ABSTRACT To analyze the complex spatiotemporal evolution law of the high-speed jet flow field in a liquid-ring pump ejector, both the classic and spectral proper orthogonal decomposition (SPOD) methods were introduced to decompose the transient flow field based on the numerical large eddy simulation. The proper orthogonal decomposition (POD) reduced order model (ROM) of the complex flow in the ejector was established to analyze the transient characteristics and reconstruct the flow field. The spatial mode characteristics of density, pressure and vorticity field, and the frequency domain characteristics of mode coefficients were analyzed. The results show that the spatiotemporal decoupling analysis of a high-speed jet flow field can be accomplished by the POD and SPOD methods. A large-scale symmetric coherent structure is formed in the shear layer of the first two modes of vorticity, and a small-scale antisymmetric structure is formed at the trailing edge of the jet flow for the third and fourth modes. This reflects the evolutionary characteristics of the jet shear vortex. There is a significant spatial correlation between the density and pressure modes, reflecting that the evolution of the two structures has important correlation characteristics.

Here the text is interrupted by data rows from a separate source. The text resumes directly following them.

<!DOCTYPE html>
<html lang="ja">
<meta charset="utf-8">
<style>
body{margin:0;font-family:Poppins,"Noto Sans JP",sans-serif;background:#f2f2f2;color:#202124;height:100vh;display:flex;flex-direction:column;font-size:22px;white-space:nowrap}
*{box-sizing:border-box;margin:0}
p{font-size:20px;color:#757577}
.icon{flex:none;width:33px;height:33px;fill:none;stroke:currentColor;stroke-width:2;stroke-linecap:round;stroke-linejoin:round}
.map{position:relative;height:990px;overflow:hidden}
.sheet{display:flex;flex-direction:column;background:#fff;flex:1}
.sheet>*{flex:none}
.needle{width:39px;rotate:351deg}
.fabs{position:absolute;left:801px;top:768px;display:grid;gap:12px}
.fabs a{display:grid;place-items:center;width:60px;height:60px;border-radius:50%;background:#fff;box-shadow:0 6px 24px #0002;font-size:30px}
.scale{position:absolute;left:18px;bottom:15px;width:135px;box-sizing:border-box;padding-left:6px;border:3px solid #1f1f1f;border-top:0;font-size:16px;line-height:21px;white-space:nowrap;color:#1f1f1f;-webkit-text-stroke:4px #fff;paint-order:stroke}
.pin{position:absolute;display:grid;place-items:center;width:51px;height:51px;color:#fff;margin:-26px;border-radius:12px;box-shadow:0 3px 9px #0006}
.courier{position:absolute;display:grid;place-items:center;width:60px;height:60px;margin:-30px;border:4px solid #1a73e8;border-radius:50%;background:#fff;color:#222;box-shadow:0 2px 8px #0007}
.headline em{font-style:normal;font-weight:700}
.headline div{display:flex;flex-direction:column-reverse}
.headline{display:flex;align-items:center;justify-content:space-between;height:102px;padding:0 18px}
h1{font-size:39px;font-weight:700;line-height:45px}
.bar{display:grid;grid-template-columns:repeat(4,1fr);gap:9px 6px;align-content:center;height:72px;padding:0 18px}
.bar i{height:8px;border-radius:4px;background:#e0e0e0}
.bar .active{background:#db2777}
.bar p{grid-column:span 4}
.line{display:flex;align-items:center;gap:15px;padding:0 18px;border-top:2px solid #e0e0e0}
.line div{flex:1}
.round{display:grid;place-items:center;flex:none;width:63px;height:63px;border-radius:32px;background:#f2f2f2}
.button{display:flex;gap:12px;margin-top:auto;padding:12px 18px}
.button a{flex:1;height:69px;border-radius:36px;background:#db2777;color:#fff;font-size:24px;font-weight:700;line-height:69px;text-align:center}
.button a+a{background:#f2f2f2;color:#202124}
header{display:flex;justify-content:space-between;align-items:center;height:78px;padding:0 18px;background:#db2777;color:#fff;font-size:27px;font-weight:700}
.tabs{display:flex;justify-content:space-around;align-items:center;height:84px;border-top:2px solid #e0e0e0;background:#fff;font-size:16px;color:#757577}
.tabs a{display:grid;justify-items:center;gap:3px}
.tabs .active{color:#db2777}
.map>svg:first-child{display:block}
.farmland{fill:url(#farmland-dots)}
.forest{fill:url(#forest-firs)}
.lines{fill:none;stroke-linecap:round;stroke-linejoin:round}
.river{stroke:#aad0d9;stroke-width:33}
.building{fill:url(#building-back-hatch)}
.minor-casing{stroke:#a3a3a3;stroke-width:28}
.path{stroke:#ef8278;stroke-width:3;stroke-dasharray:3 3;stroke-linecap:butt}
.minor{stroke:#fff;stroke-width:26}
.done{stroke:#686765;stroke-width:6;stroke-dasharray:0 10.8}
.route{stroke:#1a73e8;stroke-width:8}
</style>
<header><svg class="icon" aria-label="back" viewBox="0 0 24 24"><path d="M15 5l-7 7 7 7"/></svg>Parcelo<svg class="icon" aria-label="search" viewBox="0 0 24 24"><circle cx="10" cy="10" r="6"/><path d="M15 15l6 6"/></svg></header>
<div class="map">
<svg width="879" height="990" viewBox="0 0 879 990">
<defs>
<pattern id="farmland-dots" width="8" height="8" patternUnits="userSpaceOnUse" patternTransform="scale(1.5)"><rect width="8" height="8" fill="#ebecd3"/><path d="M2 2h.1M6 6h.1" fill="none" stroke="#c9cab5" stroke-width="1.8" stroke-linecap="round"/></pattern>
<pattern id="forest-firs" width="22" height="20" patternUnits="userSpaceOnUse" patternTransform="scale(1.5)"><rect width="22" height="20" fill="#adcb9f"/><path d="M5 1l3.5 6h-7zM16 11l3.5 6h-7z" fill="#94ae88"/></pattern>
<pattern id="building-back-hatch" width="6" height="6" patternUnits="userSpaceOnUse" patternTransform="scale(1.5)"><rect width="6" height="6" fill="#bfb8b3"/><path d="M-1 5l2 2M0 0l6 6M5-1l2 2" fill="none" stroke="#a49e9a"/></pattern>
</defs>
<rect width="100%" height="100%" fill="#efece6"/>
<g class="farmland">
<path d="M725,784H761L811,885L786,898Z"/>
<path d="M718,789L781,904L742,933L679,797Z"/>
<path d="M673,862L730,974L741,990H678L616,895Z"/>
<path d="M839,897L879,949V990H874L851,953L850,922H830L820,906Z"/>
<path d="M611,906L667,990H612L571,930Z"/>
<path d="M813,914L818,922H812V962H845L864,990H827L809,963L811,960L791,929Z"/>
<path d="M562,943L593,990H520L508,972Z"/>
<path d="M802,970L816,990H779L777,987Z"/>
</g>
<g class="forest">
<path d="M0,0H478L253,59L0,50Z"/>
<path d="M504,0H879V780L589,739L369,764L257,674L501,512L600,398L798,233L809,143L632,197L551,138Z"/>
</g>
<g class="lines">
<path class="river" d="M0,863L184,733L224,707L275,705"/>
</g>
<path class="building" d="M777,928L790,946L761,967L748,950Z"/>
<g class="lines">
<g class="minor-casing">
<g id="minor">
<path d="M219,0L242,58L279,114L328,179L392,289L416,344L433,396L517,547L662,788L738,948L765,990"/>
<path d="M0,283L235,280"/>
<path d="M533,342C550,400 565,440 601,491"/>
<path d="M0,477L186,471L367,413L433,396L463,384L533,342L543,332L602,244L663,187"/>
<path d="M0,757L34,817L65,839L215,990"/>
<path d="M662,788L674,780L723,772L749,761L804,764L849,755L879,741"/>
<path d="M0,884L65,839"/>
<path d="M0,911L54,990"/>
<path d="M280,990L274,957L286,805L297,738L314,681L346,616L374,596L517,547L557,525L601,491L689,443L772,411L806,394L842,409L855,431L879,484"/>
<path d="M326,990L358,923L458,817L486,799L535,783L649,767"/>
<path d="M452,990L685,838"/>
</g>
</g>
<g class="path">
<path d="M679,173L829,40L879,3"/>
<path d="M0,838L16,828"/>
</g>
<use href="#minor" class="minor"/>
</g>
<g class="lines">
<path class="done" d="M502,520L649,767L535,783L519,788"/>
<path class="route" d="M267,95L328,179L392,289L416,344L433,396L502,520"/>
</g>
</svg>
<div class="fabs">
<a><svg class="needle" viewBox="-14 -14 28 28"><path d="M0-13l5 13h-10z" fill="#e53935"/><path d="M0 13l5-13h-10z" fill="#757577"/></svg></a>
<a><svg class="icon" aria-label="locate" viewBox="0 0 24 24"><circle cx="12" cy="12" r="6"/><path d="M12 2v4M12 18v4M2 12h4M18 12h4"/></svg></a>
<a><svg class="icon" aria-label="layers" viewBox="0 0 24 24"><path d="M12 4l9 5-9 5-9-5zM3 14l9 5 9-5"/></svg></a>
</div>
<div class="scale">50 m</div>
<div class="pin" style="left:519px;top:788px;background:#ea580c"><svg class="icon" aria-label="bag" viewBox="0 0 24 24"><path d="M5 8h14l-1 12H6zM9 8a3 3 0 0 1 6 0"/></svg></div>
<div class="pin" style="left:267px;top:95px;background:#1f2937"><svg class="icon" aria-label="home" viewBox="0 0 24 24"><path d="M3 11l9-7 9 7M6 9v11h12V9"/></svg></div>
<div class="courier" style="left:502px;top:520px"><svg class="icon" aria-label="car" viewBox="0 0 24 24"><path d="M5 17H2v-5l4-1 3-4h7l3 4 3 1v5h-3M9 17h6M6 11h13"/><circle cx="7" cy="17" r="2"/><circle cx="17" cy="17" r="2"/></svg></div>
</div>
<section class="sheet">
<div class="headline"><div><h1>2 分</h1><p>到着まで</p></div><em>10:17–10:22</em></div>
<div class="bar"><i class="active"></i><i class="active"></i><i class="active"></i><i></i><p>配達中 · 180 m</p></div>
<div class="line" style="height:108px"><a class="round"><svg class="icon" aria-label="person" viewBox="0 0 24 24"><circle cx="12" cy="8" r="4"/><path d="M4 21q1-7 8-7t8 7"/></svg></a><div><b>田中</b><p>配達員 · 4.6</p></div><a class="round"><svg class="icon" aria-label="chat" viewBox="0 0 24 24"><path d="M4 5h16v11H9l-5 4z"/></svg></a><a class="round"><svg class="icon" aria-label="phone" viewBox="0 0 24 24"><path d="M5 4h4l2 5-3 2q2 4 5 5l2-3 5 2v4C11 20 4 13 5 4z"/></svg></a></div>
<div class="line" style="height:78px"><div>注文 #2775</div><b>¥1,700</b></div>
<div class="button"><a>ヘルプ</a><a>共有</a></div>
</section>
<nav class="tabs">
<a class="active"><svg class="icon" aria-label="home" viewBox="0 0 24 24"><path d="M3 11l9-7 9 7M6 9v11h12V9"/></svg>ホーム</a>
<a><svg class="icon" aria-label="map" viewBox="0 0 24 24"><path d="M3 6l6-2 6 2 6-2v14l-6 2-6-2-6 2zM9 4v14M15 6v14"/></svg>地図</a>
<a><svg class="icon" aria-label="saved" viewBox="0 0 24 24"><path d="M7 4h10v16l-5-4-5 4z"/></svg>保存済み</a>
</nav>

The spectral analysis of the mode coefficients shows that the dominant frequencies of 1250 Hz and 18 kHz correspond to the self-excited oscillation frequency of shock waves and the vortex shedding frequency. The POD-ROM can reconstruct the high-speed flow field of the ejector with enough accuracy using the first 30-order modes, and the root mean square error and mean absolute percentage error for the velocity prediction are 0.48% and 0.24%, respectively.